++++ Source information ++++

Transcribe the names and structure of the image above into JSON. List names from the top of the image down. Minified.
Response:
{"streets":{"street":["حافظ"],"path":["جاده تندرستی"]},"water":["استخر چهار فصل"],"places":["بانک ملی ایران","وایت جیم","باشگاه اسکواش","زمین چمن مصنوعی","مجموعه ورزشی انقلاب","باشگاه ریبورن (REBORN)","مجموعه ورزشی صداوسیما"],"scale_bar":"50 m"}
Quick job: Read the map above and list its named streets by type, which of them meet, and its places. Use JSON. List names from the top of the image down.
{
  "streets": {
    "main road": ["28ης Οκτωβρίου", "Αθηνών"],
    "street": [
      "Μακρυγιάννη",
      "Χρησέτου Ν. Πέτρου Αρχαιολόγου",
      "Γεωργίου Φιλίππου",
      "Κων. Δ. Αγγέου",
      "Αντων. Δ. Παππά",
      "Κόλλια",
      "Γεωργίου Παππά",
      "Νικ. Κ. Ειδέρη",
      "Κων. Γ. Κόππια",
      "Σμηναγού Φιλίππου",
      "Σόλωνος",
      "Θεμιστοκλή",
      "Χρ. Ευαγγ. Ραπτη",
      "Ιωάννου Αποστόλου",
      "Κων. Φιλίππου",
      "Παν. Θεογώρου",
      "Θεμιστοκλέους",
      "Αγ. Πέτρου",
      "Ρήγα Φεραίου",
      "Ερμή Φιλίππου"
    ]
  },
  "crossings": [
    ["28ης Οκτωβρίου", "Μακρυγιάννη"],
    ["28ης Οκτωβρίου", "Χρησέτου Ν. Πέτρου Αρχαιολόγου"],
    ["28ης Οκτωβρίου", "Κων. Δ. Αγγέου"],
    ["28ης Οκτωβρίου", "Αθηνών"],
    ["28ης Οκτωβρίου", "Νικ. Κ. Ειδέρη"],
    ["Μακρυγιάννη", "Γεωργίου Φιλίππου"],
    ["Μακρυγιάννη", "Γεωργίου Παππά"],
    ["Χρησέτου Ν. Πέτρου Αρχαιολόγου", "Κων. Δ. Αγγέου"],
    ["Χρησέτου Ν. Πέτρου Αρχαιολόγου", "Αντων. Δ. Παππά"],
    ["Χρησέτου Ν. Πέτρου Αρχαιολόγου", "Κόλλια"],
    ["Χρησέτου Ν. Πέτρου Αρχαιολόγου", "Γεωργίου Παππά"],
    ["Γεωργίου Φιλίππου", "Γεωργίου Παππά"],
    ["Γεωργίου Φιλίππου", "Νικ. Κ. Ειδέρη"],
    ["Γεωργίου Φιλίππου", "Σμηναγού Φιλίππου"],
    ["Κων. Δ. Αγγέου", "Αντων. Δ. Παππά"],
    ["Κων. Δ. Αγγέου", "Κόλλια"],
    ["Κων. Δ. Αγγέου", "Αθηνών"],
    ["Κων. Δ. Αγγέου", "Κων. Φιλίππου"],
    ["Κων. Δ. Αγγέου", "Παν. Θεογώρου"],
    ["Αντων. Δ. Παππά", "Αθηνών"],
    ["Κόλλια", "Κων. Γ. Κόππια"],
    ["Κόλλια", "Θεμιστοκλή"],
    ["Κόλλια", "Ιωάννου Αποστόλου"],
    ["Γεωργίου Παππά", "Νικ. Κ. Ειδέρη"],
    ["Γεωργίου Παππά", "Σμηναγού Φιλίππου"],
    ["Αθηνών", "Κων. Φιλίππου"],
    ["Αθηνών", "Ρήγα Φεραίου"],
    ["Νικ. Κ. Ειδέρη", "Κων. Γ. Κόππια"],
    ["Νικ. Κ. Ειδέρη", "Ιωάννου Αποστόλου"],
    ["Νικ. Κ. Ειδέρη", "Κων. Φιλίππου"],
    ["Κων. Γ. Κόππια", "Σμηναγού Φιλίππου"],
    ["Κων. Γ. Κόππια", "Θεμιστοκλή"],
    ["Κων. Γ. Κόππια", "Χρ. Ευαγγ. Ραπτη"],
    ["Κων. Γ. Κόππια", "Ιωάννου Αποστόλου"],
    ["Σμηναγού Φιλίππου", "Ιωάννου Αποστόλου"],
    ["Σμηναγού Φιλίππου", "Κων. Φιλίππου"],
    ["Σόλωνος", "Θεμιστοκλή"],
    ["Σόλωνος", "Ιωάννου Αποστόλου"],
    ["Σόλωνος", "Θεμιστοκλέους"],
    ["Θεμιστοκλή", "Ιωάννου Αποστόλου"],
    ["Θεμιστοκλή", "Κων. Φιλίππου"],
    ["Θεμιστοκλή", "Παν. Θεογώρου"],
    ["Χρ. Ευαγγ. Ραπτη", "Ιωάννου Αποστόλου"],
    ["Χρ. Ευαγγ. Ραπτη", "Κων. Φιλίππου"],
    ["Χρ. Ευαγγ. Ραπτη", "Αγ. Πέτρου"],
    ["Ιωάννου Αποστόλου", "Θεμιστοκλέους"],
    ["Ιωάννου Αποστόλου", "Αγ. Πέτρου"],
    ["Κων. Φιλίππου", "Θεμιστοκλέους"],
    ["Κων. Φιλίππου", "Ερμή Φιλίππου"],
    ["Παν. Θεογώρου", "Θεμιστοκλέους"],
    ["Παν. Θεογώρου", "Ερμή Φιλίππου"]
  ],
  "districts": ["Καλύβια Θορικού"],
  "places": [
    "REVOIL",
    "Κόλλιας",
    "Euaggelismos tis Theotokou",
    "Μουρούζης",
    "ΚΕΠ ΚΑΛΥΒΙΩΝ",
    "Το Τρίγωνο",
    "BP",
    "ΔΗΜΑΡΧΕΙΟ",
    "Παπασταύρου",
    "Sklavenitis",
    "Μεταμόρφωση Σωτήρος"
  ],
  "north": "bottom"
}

++++

Task to carry out:
Only lines with the word "image" are wanted; pull each of them from the records.

Solution to this task:
Transcribe the names and structure of the image above into JSON. List names from the top of the image down. Minified.
Quick job: Read the map above and list its named streets by type, which of them meet, and its places. Use JSON. List names from the top of the image down.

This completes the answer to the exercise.